La saga di Terminator è una delle più confuse e incasinate tra le molte di cui siamo testimoni, sembra prendere una direzione diversa ad ogni film, viene continuamente chiusa e riaperta, uccisa e rianimata fino ad essere uno zombie che ad ogni risveglio è sempre più la parvenza di quel che era in vita. Terminator - Destino oscuro è l’ultima incarnazione e riparte da Terminator 2 - Il giorno del giudizio, cancellando tutto quello che è stato raccontato nei film successivi. È un reboot del terzo sequel. O un refresh del franchise. O un sidequel della saga.

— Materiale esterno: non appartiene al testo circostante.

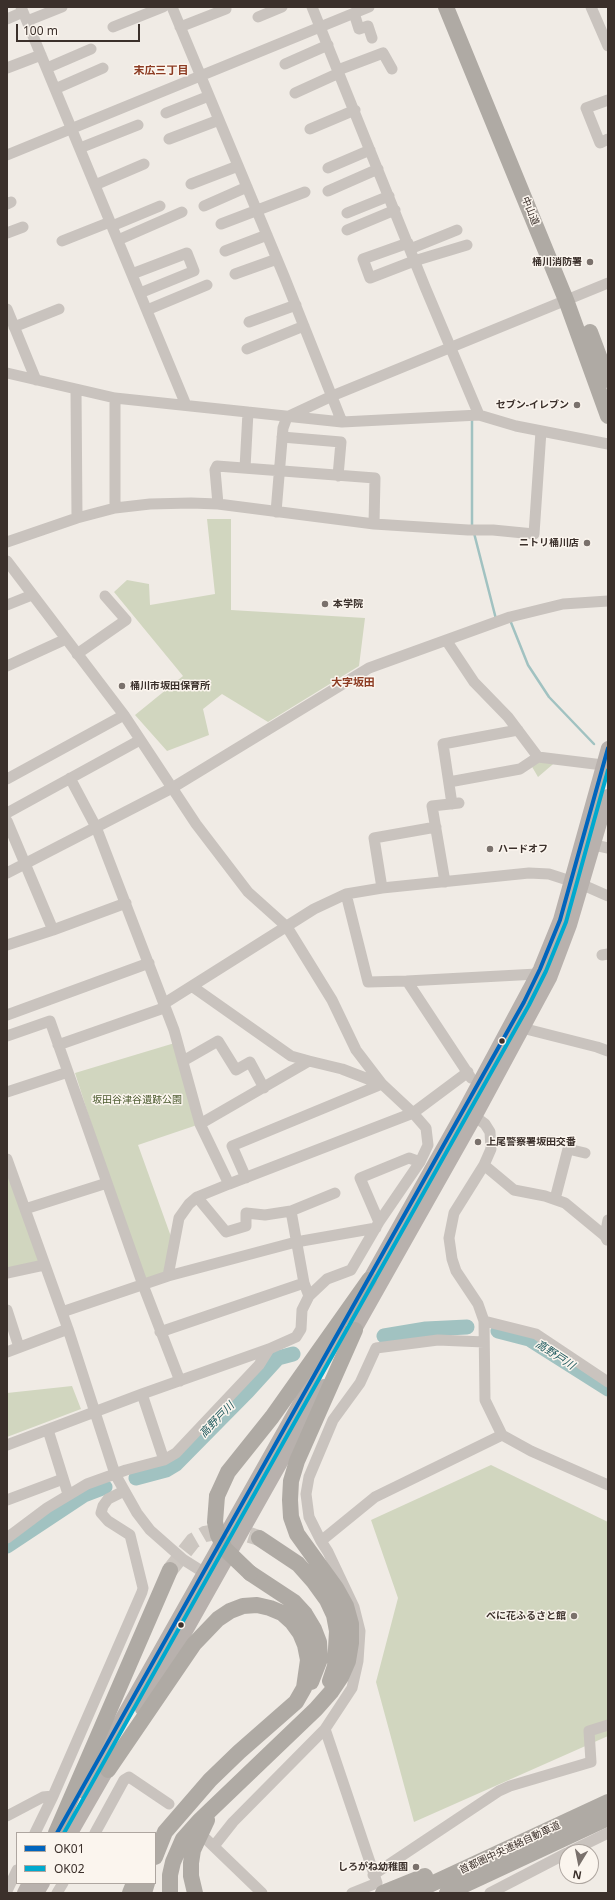 <!DOCTYPE html>
<meta charset="utf-8">
<style>
body{margin:0}
#map{position:relative;width:615px;height:1900px;overflow:hidden;background:#f0ebe5;font-family:"Noto Sans",sans-serif}
canvas{display:block}
.frame{position:absolute;inset:0;border:8px solid #3b302b;pointer-events:none}
.legend{position:absolute;left:16px;top:1832px;width:140px;height:52px;box-sizing:border-box;background:#fbf5ee;border:1px solid #aea6a0;margin:0;padding:5px 7px;list-style:none;font-size:12px;color:#3b302b}
.legend li{display:flex;align-items:center;gap:8px;height:20px}
.legend b{width:20px;border:1px solid #aea6a0}
.north{position:absolute;left:559px;top:1844px;width:40px;height:40px;box-sizing:border-box;background:#fbf5ee;border:1px solid #aea6a0;border-radius:50%;rotate:190deg;font-size:11px;font-weight:700;line-height:16px;text-align:center;color:#3b302b}
.north::after{content:'';display:block;margin:auto;width:14px;height:18px;background:#7a716c;clip-path:polygon(50% 0,100% 100%,50% 72%,0 100%)}
.scale{position:absolute;left:16px;top:24px;width:124px;height:18px;box-sizing:border-box;border:2px solid #3b302b;border-top:0;padding-left:5px;font-size:12px;line-height:14px;white-space:nowrap;color:#3b302b;-webkit-text-stroke:3px #fbf5ee;paint-order:stroke}
</style>
<div id="map">
<canvas width="615" height="1900"></canvas>
<div class="frame"></div>
<ul class="legend">
<li><b style="height:5px;background:#0065bd"></b>OK01</li>
<li><b style="height:5px;background:#00a9ce"></b>OK02</li>
</ul>
<div class="north">N</div>
<div class="scale">100 m</div>
</div>
<script>
const ctx = document.querySelector('canvas').getContext('2d');
ctx.lineJoin = 'round';
function paint(path, color) {
  ctx.fillStyle = color;
  ctx.fill(path, 'evenodd');
}
function poly(rows) {
  const path = new Path2D();
  for (const r of rows) {
    path.moveTo(r[0], r[1]);
    for (let i = 2; i < r.length; i += 2) path.lineTo(r[i], r[i + 1]);
  }
  return path;
}
function strokePath(path, color, width, dash) {
  ctx.strokeStyle = color;
  ctx.lineWidth = width;
  ctx.lineCap = dash ? 'butt' : 'round';
  ctx.setLineDash(dash || []);
  ctx.stroke(path);
}
function write(font, color, halo, rows, align = 'center') {
  ctx.font = font + ' "Noto Sans","Noto Sans JP",sans-serif';
  ctx.lineWidth = 3;
  ctx.setLineDash([]);
  ctx.textBaseline = 'middle';
  ctx.strokeStyle = halo;
  ctx.fillStyle = color;
  for (const [text, x, y, turn = 0] of rows) {
    ctx.save();
    ctx.translate(x, y);
    ctx.rotate((+turn || 0) * Math.PI / 180);
    ctx.textAlign = isNaN(turn) ? turn : align;
    if (halo) ctx.strokeText(text, 0, 0);
    ctx.fillText(text, 0, 0);
    ctx.restore();
  }
}
paint(poly([
 [207,519,231,519,231,610,365,618,359,666,268,722,222,694,203,709,209,735,167,751,135,715,183,676,114,592,127,580,149,584,150,605,215,594],
 [538,757,559,759,538,777,531,765],
 [178,1042,200,1124,138,1145,174,1245,168,1276,143,1285,75,1073],
 [7,1159,44,1265,7,1273],
 [72,1386,81,1409,7,1437,7,1393],
 [491,1465,608,1522,608,1736,414,1822,376,1682,398,1598,371,1520]
]), '#d1d6bf');
strokePath(poly([
 [472,526,472,417],
 [474,533,496,619],
 [510,620,528,665,549,697,594,744]
]), '#a1c2c1', 2.5);
strokePath(poly([
 [498,1331,529,1339,608,1389],
 [384,1336,426,1329,467,1327],
 [136,1478,166,1470,176,1464,248,1391,278,1358,293,1354],
 [7,1546,84,1495,105,1487]
]), '#a1c2c1', 15);
strokePath(poly([
 [170,1570,193,1541,205,1534,222,1531,237,1531,259,1538]
]), '#ccc6c0', 16, [16, 8]);
strokePath(poly([
 [21,7,186,405],
 [172,7,284,276,342,422],
 [312,7,425,287,479,415],
 [591,7,608,46],
 [354,13,359,29,368,26,372,38],
 [258,17,282,7],
 [7,19,23,12],
 [27,21,62,7],
 [113,27,163,7],
 [180,27,226,9],
 [285,64,328,45],
 [7,68,41,55],
 [47,68,91,49],
 [338,70,383,53,392,69],
 [55,89,103,68],
 [295,93,339,73],
 [608,100,586,108,600,143,608,139],
 [166,113,209,96],
 [310,129,355,110],
 [169,139,219,120],
 [80,148,138,125],
 [7,155,369,7],
 [328,168,370,150],
 [191,184,238,166],
 [95,185,144,164],
 [328,191,378,169],
 [7,204,11,202],
 [204,206,247,187],
 [347,213,389,196],
 [221,224,305,192],
 [112,226,160,206],
 [347,230,395,210],
 [7,233,23,227],
 [118,240,182,212],
 [62,241,110,222],
 [408,243,363,259,370,278,414,261,467,245],
 [410,249,457,230],
 [225,251,267,235],
 [132,274,187,253,194,271,140,293],
 [235,274,277,259],
 [7,309,36,380],
 [147,310,207,285],
 [249,322,296,305],
 [14,327,59,309],
 [247,349,304,326],
 [7,373,115,398,342,422,479,415,516,426,608,444],
 [76,390,77,518],
 [115,398,115,508],
 [282,437,341,442,338,476],
 [245,468,248,412],
 [218,504,215,470,217,466,375,478,374,524],
 [276,512,283,428,287,417,332,396,608,283],
 [7,542,77,518,115,508,150,504,191,503,218,504,374,524,468,530,493,530,534,534,541,431],
 [7,561,124,715,196,824,248,892,287,927,332,1000,356,1050,382,1084,413,1113,426,1128,428,1145,420,1162,379,1222,351,1270,327,1279,309,1296,302,1310,301,1329,296,1337,269,1349,142,1394,7,1445],
 [7,605,32,595],
 [446,640,474,682,508,717,538,757],
 [77,654,126,620,105,596],
 [7,666,66,639],
 [70,778,96,827,174,1030,200,1124,229,1184,197,1197,189,1204,179,1218,168,1276],
 [7,779,124,715],
 [449,782,520,769,538,757,603,765],
 [452,804,443,744,518,730],
 [7,813,140,740],
 [7,821,53,930,126,903],
 [594,845,608,848],
 [7,873,172,788,369,668,510,617,563,604,608,601],
 [445,882,432,806,459,803],
 [382,888,374,838,436,827],
 [346,894,368,982,407,981,471,1078],
 [7,945,53,930],
 [602,955,608,954],
 [407,981,537,974],
 [193,987,291,1056,309,1061],
 [7,1015,149,963],
 [522,1028,597,1047,608,1051],
 [7,1036,50,1021,143,1285,180,1381],
 [58,1045,161,1009,165,1003,314,909,346,894,382,888,529,873,549,874,583,885,608,896],
 [183,1061,218,1041,236,1070,250,1062,264,1088],
 [7,1092,68,1072],
 [469,1112,485,1124,490,1132,491,1149,484,1165,454,1213,449,1238,452,1259,456,1271,478,1304,484,1321,485,1400,502,1435,531,1451,608,1485],
 [200,1124,309,1061,342,1069,381,1084],
 [7,1159,68,1329,115,1474,137,1513,150,1530,184,1560,211,1577],
 [484,1165,514,1190,545,1196,565,1203,605,1236],
 [246,1178,232,1146,382,1084],
 [229,1184,413,1113,468,1072],
 [197,1197,226,1232,246,1226,246,1213,265,1215,291,1211,304,1283,309,1296],
 [555,1199,568,1149,585,1153],
 [25,1209,107,1183],
 [291,1211,335,1193],
 [379,1222,360,1178,409,1158,420,1162],
 [607,1240,605,1236,608,1220],
 [7,1273,44,1265],
 [7,1310,19,1347],
 [62,1312,168,1276,296,1242,376,1228],
 [484,1321,536,1334,608,1382],
 [160,1332,304,1283],
 [7,1352,68,1329],
 [142,1394,164,1460],
 [48,1430,68,1494],
 [7,1500,63,1479],
 [7,1538,47,1508,87,1484,126,1470,164,1460,176,1453,259,1365,269,1349],
 [321,1541,309,1517,306,1494,309,1477,333,1420,360,1383,376,1348,438,1340,484,1342],
 [325,1729,377,1883,352,1893],
 [7,1816,43,1797,53,1796,142,1592,143,1588,130,1535,108,1521,101,1513,103,1506,108,1499,124,1491],
 [35,1833,53,1796],
 [95,1833,124,1780,129,1777,169,1804],
 [206,1839,262,1893],
 [214,1846,233,1822,325,1729,352,1688,358,1661,360,1631,354,1607,328,1552,321,1541,375,1497,502,1435],
 [569,1852,608,1833],
 [373,1875,499,1791,510,1786,591,1762,589,1731,608,1725],
 [7,1891,17,1870],
 [57,1893,63,1883],
 [490,1893,567,1853]
]), '#c9c3be', 11);
strokePath(poly([
 [364,1289,465,1109,540,969,560,920,608,748],
 [349,1340,476,1115,550,978,570,925,608,796],
 [142,1709,324,1386],
 [81,1791,341,1330],
 [71,1833,113,1760],
 [24,1893,29,1883],
 [37,1893,43,1883]
]), '#b8b1ad', 14);
strokePath(poly([
 [446,7,566,300,608,416],
 [590,332,608,380],
 [217,1496,228,1472,272,1417,369,1280],
 [259,1538,298,1564,314,1582,327,1600,334,1615,337,1631,335,1666,330,1681],
 [250,1573,294,1602,305,1614,314,1629,319,1642,320,1659,311,1682],
 [108,1770,194,1644,218,1619,230,1611,243,1606,257,1605,270,1608,282,1613,292,1622,300,1633,305,1645,308,1660,304,1688,296,1702,239,1752,210,1780,165,1832,155,1857],
 [56,1833,170,1570],
 [130,1893,134,1883],
 [144,1893,147,1883],
 [170,1893,170,1875,173,1862,183,1839,199,1821,316,1709,331,1692,341,1677,348,1661,351,1643,351,1624,346,1606,336,1588,297,1534,291,1517,290,1500,291,1481,297,1461,355,1330],
 [195,1893,191,1876,191,1863,193,1850,207,1820],
 [383,1893,425,1876],
 [412,1893,608,1802],
 [447,1893,608,1818]
]), '#afaaa4', 16);
strokePath(poly([
 [217,1496,215,1522,218,1535,225,1549,250,1573]
]), '#afaaa4', 16);
strokePath(poly([
 [57,1833,524,1002,540,969,560,920,608,748]
]), '#0065bd', 4);
strokePath(poly([
 [64,1833,529,1005,546,971,566,922,608,770]
]), '#00a9ce', 4);
for (const [x, y, r, color] of [
 [590,262,4,"#7a716c"],
 [577,405,4,"#7a716c"],
 [587,543,4,"#7a716c"],
 [325,604,4,"#7a716c"],
 [122,686,4,"#7a716c"],
 [490,849,4,"#7a716c"],
 [502,1041,3.5,"#3b302b"],
 [478,1142,4,"#7a716c"],
 [574,1616,4,"#7a716c"],
 [181,1625,3.5,"#3b302b"],
 [416,1867,4,"#7a716c"]
]) {
  const dot = new Path2D();
  dot.arc(x, y, r, 0, 2 * Math.PI);
  ctx.fillStyle = color;
  ctx.fill(dot);
  strokePath(dot, '#fbf5ee', 1.5);
}
write('10px', '#3b302b', '#fbf5ee', [
 ["中山道",530,211,68],
 ["首都圏中央連絡自動車道",510,1848,-25]
]);
write('bold 10px', '#3b302b', '#fbf5ee', [
 ["桶川消防署",582,262],
 ["セブン-イレブン",569,405],
 ["ニトリ桶川店",579,543],
 ["本学院",333,604,"left"],
 ["桶川市坂田保育所",130,686,"left"],
 ["ハードオフ",498,849,"left"],
 ["上尾警察署坂田交番",486,1142,"left"],
 ["べに花ふるさと館",566,1616],
 ["しろがね幼稚園",408,1867]
], 'right');
write('10px', '#4a5a2e', '#fbf5ee', [
 ["坂田谷津谷遺跡公園",137,1100]
]);
write('bold 11px', '#8c3b22', '#fbf5ee', [
 ["末広三丁目",161,71],
 ["大字坂田",353,683]
]);
write('italic 11px', '#1f5a5e', '#fbf5ee', [
 ["高野戸川",555,1355,33],
 ["高野戸川",217,1420,-46]
]);
</script>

Non è però la sua collocazione nel franchise il problema, assolutamente, un film è un film a prescindere da cosa segua o dal numero che gli si può mettere accanto, abbiamo visto fenomenali “ennesimi” sequel in questi anni e terribili primi capitoli. Il problema di Terminator - Destino oscuro è che è schiacciato dal fan service, sembra aver messo quella missione in cima alle proprie priorità e sembra terrorizzato dall’essere autonomo. Tim Miller, che aveva diretto Deadpool, è tutto concentrato nel compiacere lo spettatore rimettendo in scena le frasi e i momenti di successo della saga, come se quello fosse il dovere della sua opera. L’ammiccamento è continuo e anche poco fantasioso (“I’ll be back” viene rimescolato e ritirato fuori almeno 3 volte!).
La storia sembra scritta per rispondere ad una serie di domande superflue come: “Cosa accade ad un Terminator quando completa una missione? Come continua a vivere nel passato?” oppure “Sconfitto Skynet non abbiamo creato altre intelligenze artificiali?”. Tutto ci porta alla ripetizione delle dinamiche del primo e secondo film, con due terminator mandati dal futuro, uno per uccidere e uno per proteggere, più i grandi vecchi (Linda Hamilton e Arnold Schwarzenegger) che si uniscono alla festa come consulenti esterni. Il nemico è simile al T-1000 con un twist che ne aumenti la pericolosità (e diminuisca l’originalità).
I personaggi sono quindi divisi in un parte che rappresenta la vecchia saga e una parte che rappresenta quella nuova, entrambe sembrano mancare il punto e invece che rilanciare il fascino dei film di Cameron lo distruggono. La nuova donna braccata e la nuova ragazza mandata a proteggerla (stavolta un umano potenziato da parti robotiche) ribaltano il gender per affermare che una donna non conta solo perché deve mettere al mondo un uomo, e nel fare questo dimostrano di non capire quanto femminismo ci fosse in Terminator 1 e 2, quanta affermazione di girl power Cameron avesse iniettato in quella storia. Che l’obiettivo sia salvare un uomo non è in contrasto con il femminismo, tanto quanto il classico eroe maschile che salva la donna non è certo femminista.
Dall’altra parte Linda Hamilton e Schwarzenegger portano avanti quel costante processo di umanizzazione del T-800 che in Terminator 2 era uno scherzo di John Connor e alla fine piccolo espediente di commozione, ma è poi diventata con il tempo sempre più una presenza ingombrante e quasi una vergogna, uno stravolgimento completo di un personaggio che è diventato memorabile in un’altra maniera.